Generate binary values from a vector of probabilities

For each probability a binary outcome is generated. In practice, it is likely useful generate multiple truth values that can be tested.

Usage

generate_truth(estimates, ...)

generate_beta_wt_truth(estimates, threshold = 0.5, ..., precision = 2)

generate_distance_wt_truth(estimates, threshold = 0.5, ...)

Arguments

estimates: A vector of probabilities
...: Currently unused.
threshold: For Beta- and distance-weighted generation, the probability classification threshold.
precision: For Beta-weighted generation, the precision for the Beta distribution. See Details for specifics.

Value

An integer vector of 0 and 1, the same length as estimates.

Details

When generating truth values, generate_truth() uses rbern() to create truth values from the supplied probabilities based on a Bernoulli distribution.

When using a classification threshold other than .5, you may wish to weight the truth generation process. For example, a proficiency estimate of 0.7 should be more likely to result in a truth value of 1 if the classification threshold is .5 than if the threshold is .8. There are currently two weighting methods implemented: Beta-weighted and distance-weighted.

For Beta-weighted generation we generate a series of random numbers from a Beta distribution. The Beta distribution is defined by its mean (threshold) and precision. For proficiency estimate, we draw a random value from the Beta distribution. If the random value is less than the estimate, the generated truth value is 1, and 0 otherwise. When using a flat Beta distribution, this method is equivalent to unweighted generation.

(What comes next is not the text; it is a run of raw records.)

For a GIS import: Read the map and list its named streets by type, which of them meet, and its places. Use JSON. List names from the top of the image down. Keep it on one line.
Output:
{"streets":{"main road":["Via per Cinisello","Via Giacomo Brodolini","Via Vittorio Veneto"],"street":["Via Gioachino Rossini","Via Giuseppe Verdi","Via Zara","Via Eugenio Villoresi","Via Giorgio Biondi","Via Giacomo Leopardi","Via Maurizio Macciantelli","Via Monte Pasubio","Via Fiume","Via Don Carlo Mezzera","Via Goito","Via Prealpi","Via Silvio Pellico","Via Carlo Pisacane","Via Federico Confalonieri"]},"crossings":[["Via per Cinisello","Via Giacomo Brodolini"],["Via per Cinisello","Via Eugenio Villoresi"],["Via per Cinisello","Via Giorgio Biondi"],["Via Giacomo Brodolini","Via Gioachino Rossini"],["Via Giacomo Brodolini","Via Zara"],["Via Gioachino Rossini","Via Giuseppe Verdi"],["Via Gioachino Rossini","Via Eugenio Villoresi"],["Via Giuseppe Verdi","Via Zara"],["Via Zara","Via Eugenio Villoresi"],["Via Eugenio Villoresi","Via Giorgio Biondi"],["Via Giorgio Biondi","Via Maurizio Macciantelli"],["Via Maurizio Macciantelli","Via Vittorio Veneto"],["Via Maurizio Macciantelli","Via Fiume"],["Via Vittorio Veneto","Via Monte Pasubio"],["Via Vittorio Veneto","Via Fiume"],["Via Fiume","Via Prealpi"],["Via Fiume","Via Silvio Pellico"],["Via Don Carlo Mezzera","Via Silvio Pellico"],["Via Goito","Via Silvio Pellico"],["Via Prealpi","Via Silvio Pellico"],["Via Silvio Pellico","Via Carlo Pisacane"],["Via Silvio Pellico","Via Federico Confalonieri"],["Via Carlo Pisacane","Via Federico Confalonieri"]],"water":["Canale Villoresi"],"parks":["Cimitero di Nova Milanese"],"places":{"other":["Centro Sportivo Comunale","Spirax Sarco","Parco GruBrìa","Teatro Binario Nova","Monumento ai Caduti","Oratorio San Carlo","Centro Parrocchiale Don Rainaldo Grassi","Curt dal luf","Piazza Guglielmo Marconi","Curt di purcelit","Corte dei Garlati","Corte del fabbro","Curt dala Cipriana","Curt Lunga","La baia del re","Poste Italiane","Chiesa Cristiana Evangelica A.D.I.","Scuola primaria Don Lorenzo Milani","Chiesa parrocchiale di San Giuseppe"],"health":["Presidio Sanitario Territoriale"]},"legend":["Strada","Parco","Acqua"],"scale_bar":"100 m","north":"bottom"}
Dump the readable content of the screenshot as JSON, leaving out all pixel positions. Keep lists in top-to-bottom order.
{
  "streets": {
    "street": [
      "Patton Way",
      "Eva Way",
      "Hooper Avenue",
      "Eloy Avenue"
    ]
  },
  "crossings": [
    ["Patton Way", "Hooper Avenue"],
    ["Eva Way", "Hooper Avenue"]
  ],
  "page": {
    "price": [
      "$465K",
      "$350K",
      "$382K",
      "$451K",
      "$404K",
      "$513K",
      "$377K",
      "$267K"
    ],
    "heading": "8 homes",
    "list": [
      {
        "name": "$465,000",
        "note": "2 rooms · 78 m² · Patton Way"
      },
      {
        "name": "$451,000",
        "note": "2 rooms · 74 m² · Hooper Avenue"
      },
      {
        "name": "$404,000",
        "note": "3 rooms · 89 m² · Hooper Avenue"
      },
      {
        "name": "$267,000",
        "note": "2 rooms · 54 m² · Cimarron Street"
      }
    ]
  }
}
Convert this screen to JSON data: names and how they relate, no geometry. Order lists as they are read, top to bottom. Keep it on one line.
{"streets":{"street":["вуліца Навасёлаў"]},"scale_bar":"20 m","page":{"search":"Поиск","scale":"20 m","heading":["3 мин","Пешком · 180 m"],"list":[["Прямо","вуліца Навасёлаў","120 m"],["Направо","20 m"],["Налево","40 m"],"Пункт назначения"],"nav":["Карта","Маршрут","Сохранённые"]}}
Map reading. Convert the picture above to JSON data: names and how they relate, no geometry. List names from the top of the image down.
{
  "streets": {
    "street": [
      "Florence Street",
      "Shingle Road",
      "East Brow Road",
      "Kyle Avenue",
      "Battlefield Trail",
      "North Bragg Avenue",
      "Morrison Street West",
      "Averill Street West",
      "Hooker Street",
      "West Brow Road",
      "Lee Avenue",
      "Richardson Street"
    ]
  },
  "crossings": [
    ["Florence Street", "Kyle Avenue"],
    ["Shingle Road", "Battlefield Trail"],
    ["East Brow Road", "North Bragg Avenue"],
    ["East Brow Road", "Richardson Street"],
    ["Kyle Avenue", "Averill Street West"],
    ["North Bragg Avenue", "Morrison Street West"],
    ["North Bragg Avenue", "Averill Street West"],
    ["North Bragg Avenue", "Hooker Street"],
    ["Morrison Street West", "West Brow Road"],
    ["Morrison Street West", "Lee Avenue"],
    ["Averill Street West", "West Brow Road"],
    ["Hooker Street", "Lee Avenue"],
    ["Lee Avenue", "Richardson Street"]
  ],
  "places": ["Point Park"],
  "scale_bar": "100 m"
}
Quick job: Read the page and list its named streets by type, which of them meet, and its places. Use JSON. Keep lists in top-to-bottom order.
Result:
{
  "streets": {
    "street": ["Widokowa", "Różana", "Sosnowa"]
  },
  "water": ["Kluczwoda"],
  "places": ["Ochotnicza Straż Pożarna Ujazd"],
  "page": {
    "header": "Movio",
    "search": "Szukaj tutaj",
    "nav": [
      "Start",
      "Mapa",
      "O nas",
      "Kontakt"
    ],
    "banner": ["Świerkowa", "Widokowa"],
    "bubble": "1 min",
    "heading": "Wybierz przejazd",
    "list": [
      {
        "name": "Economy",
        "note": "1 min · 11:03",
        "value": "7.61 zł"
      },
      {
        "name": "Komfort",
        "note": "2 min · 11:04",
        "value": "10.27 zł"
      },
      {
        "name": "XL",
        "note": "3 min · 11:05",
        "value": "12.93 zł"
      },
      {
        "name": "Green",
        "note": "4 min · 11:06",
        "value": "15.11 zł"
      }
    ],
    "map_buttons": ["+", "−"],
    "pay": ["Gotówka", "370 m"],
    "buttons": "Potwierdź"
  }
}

For distance-weighted generation, the threshold is subtracted from each proficiency estimate. We then add .5 to each difference, creating new proficiency estimates. For example, if we specified a threshold of 0.6, respondents with an original proficiency estimate of .8 would have a new proficiency estimate of .8 - .6 + .5 = .7. That, because the classification threshold has increased, this respondent is less likely to be classified as proficient. Respondents with an original estimate equal to the threshold will always have a new estimate of .5. The new estimates are then used to generate truth values using rbern(). When the threshold is set to .5, this method is equivalent to unweighted generation.

Author

W. Jake Thompson

Jonathan A. Pedroza

Examples

generate_truth(runif(10))
#>  [1] 0 1 1 0 0 0 0 0 1 0

generate_beta_wt_truth(runif(10), threshold = 0.7, precision = 5)
#>  [1] 0 0 1 0 1 1 0 0 0 0

generate_distance_wt_truth(runif(10), threshold = 0.6)
#>  [1] 0 1 1 1 0 0 1 0 0 0